What is it you need most for Web design? Empathy
Being a web developer/designer requires non-stop learning. Learning Photoshop and Dreamweaver doesn't make you good at creating good user experiences. Professors don’t teach Excel and Word at business school.
Almost half of people in a survey didn't have relevant educational background for their job.
If your Web site's structure looks like your org chart - you've failed at the user experience. Web site staff needs to be separated from IT and Marketing. Sometimes marketing people are overall marketing people and not Web marketing people. The problem is most people don't really understand what Web developers do.
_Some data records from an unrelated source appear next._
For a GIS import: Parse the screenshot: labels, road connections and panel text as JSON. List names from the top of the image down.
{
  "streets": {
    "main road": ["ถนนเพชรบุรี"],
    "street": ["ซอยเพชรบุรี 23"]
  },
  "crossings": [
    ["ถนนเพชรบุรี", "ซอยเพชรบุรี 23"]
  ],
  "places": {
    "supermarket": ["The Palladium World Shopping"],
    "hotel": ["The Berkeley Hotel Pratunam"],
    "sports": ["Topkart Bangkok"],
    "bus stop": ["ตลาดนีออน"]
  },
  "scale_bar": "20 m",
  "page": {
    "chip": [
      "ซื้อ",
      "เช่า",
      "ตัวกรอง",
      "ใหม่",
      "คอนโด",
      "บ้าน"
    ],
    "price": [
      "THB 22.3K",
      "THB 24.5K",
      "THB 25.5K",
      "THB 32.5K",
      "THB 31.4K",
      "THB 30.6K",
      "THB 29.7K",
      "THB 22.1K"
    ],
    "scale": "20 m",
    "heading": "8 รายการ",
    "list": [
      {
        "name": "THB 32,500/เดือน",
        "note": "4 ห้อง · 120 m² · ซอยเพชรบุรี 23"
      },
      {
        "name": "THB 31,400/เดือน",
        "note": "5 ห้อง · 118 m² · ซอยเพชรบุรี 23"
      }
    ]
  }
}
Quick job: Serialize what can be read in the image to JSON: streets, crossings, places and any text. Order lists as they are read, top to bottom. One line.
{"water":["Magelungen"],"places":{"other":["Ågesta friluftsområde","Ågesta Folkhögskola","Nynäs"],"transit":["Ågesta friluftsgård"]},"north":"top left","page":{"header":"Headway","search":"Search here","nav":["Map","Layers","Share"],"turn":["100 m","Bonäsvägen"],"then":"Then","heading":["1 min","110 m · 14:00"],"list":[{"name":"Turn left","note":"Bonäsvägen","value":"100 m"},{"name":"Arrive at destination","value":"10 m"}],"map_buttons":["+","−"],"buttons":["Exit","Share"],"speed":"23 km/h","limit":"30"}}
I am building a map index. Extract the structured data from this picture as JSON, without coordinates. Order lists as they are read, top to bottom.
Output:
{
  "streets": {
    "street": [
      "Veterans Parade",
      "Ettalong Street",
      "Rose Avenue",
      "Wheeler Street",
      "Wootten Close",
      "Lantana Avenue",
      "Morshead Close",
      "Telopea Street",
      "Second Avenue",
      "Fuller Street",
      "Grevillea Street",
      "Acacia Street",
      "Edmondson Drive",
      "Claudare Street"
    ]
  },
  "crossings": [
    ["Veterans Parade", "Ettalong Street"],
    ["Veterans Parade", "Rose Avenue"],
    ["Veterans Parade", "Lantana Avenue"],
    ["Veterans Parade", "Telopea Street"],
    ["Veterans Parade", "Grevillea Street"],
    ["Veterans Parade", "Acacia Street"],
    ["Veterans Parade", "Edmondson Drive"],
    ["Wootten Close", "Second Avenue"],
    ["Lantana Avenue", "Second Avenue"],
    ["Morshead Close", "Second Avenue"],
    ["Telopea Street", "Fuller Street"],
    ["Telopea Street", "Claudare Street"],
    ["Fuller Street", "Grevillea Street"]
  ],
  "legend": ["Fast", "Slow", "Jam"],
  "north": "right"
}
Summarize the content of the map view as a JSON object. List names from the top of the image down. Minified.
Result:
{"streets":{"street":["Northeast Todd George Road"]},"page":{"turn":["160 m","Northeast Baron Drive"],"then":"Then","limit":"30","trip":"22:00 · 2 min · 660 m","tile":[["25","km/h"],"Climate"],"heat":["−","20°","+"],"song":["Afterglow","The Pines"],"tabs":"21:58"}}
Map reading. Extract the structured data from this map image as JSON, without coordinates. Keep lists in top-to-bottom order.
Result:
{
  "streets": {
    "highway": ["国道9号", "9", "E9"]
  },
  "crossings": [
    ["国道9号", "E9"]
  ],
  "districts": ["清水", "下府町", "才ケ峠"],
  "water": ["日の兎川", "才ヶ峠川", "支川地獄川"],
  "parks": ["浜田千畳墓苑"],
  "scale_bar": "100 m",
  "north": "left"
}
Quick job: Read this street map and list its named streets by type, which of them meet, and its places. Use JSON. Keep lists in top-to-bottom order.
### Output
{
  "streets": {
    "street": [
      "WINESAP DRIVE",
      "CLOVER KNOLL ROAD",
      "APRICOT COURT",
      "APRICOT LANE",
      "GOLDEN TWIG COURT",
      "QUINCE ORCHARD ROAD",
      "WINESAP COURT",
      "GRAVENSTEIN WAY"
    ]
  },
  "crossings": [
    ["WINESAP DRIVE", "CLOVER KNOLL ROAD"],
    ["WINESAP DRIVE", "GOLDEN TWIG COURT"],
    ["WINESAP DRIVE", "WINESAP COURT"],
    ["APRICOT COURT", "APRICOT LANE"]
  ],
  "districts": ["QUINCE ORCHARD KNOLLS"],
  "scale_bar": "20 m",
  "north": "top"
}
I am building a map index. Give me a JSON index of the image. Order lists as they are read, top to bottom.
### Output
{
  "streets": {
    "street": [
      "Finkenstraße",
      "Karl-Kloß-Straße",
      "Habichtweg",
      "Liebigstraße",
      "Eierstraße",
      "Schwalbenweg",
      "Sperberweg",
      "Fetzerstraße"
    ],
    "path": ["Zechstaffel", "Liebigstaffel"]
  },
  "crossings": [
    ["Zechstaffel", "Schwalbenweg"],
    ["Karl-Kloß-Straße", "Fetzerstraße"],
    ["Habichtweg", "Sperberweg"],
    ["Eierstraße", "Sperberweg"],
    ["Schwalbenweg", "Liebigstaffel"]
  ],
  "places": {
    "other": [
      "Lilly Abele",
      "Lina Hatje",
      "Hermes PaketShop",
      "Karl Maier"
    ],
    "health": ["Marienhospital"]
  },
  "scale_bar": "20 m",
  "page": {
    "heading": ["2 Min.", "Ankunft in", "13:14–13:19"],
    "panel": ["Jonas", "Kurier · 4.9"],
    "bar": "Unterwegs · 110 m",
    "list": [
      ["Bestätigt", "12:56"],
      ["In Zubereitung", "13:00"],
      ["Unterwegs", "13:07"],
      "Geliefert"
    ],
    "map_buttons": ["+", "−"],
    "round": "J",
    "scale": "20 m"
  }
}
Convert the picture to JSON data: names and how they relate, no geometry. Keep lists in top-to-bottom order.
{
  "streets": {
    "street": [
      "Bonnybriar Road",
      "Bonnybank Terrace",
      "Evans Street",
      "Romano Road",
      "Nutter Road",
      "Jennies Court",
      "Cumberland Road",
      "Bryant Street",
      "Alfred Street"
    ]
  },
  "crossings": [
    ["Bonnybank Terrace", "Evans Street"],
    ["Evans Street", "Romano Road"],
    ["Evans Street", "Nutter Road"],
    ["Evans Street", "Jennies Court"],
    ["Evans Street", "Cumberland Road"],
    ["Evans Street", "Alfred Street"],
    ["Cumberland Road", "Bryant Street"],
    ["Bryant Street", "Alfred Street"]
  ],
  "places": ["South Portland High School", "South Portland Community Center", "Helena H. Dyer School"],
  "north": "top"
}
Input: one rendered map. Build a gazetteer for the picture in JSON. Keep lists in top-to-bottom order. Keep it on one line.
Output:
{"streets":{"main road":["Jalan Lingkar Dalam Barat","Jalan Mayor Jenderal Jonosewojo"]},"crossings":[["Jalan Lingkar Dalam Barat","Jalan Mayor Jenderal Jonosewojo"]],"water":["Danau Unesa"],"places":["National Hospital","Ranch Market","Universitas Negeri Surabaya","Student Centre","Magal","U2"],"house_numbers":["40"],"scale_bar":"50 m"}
Companies who speak for Web design like Communication Arts - mainly a graphic design publication - usually have their own bias and are filtered through judges who may not have made Web sites. Fosters the same kind of work over and over again, meaning lots of 0.5 GB Flash presentations. Why not just make films and call them great Web site? Webby Awards - most winners were like YouTube run through an ugly filter. The copy was written by an intern and proofed by a drunk.
Web design is just there to contain ideas. Landmark Web design is a template that fits any subject and feels natural. Get away from the idea that Web design is heroic - really impressive PIZAZZ.
A design is one that represents your brand and that you can be happy with for a while. Don't AJAX the heck out of everything just because you can - maybe your grandma just wants to pay her parking ticket. The "Guitar Solo" approach is not good design and is more just showing off.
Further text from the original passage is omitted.